------ Extracted material ------

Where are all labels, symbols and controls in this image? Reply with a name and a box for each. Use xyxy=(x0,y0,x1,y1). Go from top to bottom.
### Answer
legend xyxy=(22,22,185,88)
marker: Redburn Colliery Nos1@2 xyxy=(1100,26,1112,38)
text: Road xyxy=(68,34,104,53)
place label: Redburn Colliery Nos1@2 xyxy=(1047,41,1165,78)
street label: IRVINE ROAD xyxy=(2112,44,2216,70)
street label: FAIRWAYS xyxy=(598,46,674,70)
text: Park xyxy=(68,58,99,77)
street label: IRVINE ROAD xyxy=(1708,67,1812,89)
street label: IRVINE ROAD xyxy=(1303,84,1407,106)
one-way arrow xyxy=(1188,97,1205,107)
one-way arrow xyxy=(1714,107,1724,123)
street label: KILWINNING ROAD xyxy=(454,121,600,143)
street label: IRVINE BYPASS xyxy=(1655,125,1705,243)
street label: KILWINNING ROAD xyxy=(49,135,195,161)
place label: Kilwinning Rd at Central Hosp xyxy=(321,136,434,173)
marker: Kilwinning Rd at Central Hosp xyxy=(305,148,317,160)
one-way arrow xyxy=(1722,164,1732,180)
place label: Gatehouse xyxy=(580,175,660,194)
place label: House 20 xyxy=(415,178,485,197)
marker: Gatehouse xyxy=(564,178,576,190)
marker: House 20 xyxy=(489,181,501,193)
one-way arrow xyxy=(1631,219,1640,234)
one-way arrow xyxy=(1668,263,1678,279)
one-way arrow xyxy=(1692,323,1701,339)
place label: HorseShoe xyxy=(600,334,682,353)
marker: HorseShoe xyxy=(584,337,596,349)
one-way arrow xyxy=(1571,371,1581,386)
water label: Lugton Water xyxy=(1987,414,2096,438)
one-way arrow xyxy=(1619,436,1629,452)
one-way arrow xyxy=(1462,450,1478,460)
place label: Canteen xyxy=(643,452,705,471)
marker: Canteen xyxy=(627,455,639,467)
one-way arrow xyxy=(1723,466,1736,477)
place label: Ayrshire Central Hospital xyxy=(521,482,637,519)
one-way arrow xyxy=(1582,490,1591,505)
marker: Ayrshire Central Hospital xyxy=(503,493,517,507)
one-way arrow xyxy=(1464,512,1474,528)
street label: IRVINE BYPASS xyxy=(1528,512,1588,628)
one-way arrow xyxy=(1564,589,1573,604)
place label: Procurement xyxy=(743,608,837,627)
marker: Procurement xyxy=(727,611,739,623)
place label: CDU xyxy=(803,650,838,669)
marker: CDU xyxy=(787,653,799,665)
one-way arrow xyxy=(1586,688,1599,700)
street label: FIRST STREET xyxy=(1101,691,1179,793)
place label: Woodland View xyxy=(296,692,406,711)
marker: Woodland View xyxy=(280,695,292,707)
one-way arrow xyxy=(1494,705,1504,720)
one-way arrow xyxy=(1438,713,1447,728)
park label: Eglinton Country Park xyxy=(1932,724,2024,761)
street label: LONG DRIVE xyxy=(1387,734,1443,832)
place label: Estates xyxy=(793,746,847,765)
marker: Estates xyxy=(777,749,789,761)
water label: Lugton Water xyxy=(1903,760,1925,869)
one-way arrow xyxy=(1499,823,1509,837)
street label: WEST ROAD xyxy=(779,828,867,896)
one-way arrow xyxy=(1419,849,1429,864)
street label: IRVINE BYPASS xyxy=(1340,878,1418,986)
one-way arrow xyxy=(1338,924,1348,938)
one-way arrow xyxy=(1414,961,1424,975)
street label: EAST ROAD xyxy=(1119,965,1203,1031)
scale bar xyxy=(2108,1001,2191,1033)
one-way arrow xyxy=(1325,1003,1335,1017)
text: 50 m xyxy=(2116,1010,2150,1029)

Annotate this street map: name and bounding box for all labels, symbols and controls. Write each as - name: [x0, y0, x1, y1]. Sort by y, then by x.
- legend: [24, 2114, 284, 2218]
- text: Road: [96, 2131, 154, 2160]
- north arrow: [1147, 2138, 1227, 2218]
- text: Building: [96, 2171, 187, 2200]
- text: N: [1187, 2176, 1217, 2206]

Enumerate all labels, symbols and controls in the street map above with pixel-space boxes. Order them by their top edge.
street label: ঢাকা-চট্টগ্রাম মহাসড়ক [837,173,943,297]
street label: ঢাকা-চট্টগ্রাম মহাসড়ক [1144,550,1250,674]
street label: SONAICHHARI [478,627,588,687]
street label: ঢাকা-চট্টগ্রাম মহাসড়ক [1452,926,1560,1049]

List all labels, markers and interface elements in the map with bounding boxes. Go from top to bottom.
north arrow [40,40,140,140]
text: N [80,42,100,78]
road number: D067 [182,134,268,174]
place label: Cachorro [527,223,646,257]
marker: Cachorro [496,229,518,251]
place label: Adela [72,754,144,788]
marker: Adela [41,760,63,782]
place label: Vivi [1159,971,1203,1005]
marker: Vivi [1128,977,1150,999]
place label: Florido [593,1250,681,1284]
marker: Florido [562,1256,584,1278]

------

» Task objective: Your answer should be the records themselves, returned word for word.

» Your response:
Where are all labels, symbols and controls in this image? Reply with a name and a box for each. Use xyxy=(x0,y0,x1,y1). Go from top to bottom.
### Answer
legend xyxy=(22,22,185,88)
marker: Redburn Colliery Nos1@2 xyxy=(1100,26,1112,38)
text: Road xyxy=(68,34,104,53)
place label: Redburn Colliery Nos1@2 xyxy=(1047,41,1165,78)
street label: IRVINE ROAD xyxy=(2112,44,2216,70)
street label: FAIRWAYS xyxy=(598,46,674,70)
text: Park xyxy=(68,58,99,77)
street label: IRVINE ROAD xyxy=(1708,67,1812,89)
street label: IRVINE ROAD xyxy=(1303,84,1407,106)
one-way arrow xyxy=(1188,97,1205,107)
one-way arrow xyxy=(1714,107,1724,123)
street label: KILWINNING ROAD xyxy=(454,121,600,143)
street label: IRVINE BYPASS xyxy=(1655,125,1705,243)
street label: KILWINNING ROAD xyxy=(49,135,195,161)
place label: Kilwinning Rd at Central Hosp xyxy=(321,136,434,173)
marker: Kilwinning Rd at Central Hosp xyxy=(305,148,317,160)
one-way arrow xyxy=(1722,164,1732,180)
place label: Gatehouse xyxy=(580,175,660,194)
place label: House 20 xyxy=(415,178,485,197)
marker: Gatehouse xyxy=(564,178,576,190)
marker: House 20 xyxy=(489,181,501,193)
one-way arrow xyxy=(1631,219,1640,234)
one-way arrow xyxy=(1668,263,1678,279)
one-way arrow xyxy=(1692,323,1701,339)
place label: HorseShoe xyxy=(600,334,682,353)
marker: HorseShoe xyxy=(584,337,596,349)
one-way arrow xyxy=(1571,371,1581,386)
water label: Lugton Water xyxy=(1987,414,2096,438)
one-way arrow xyxy=(1619,436,1629,452)
one-way arrow xyxy=(1462,450,1478,460)
place label: Canteen xyxy=(643,452,705,471)
marker: Canteen xyxy=(627,455,639,467)
one-way arrow xyxy=(1723,466,1736,477)
place label: Ayrshire Central Hospital xyxy=(521,482,637,519)
one-way arrow xyxy=(1582,490,1591,505)
marker: Ayrshire Central Hospital xyxy=(503,493,517,507)
one-way arrow xyxy=(1464,512,1474,528)
street label: IRVINE BYPASS xyxy=(1528,512,1588,628)
one-way arrow xyxy=(1564,589,1573,604)
place label: Procurement xyxy=(743,608,837,627)
marker: Procurement xyxy=(727,611,739,623)
place label: CDU xyxy=(803,650,838,669)
marker: CDU xyxy=(787,653,799,665)
one-way arrow xyxy=(1586,688,1599,700)
street label: FIRST STREET xyxy=(1101,691,1179,793)
place label: Woodland View xyxy=(296,692,406,711)
marker: Woodland View xyxy=(280,695,292,707)
one-way arrow xyxy=(1494,705,1504,720)
one-way arrow xyxy=(1438,713,1447,728)
park label: Eglinton Country Park xyxy=(1932,724,2024,761)
street label: LONG DRIVE xyxy=(1387,734,1443,832)
place label: Estates xyxy=(793,746,847,765)
marker: Estates xyxy=(777,749,789,761)
water label: Lugton Water xyxy=(1903,760,1925,869)
one-way arrow xyxy=(1499,823,1509,837)
street label: WEST ROAD xyxy=(779,828,867,896)
one-way arrow xyxy=(1419,849,1429,864)
street label: IRVINE BYPASS xyxy=(1340,878,1418,986)
one-way arrow xyxy=(1338,924,1348,938)
one-way arrow xyxy=(1414,961,1424,975)
street label: EAST ROAD xyxy=(1119,965,1203,1031)
scale bar xyxy=(2108,1001,2191,1033)
one-way arrow xyxy=(1325,1003,1335,1017)
text: 50 m xyxy=(2116,1010,2150,1029)

Annotate this street map: name and bounding box for all labels, symbols and controls. Write each as - name: [x0, y0, x1, y1]. Sort by y, then by x.
- legend: [24, 2114, 284, 2218]
- text: Road: [96, 2131, 154, 2160]
- north arrow: [1147, 2138, 1227, 2218]
- text: Building: [96, 2171, 187, 2200]
- text: N: [1187, 2176, 1217, 2206]

Enumerate all labels, symbols and controls in the street map above with pixel-space boxes. Order them by their top edge.
street label: ঢাকা-চট্টগ্রাম মহাসড়ক [837,173,943,297]
street label: ঢাকা-চট্টগ্রাম মহাসড়ক [1144,550,1250,674]
street label: SONAICHHARI [478,627,588,687]
street label: ঢাকা-চট্টগ্রাম মহাসড়ক [1452,926,1560,1049]

List all labels, markers and interface elements in the map with bounding boxes. Go from top to bottom.
north arrow [40,40,140,140]
text: N [80,42,100,78]
road number: D067 [182,134,268,174]
place label: Cachorro [527,223,646,257]
marker: Cachorro [496,229,518,251]
place label: Adela [72,754,144,788]
marker: Adela [41,760,63,782]
place label: Vivi [1159,971,1203,1005]
marker: Vivi [1128,977,1150,999]
place label: Florido [593,1250,681,1284]
marker: Florido [562,1256,584,1278]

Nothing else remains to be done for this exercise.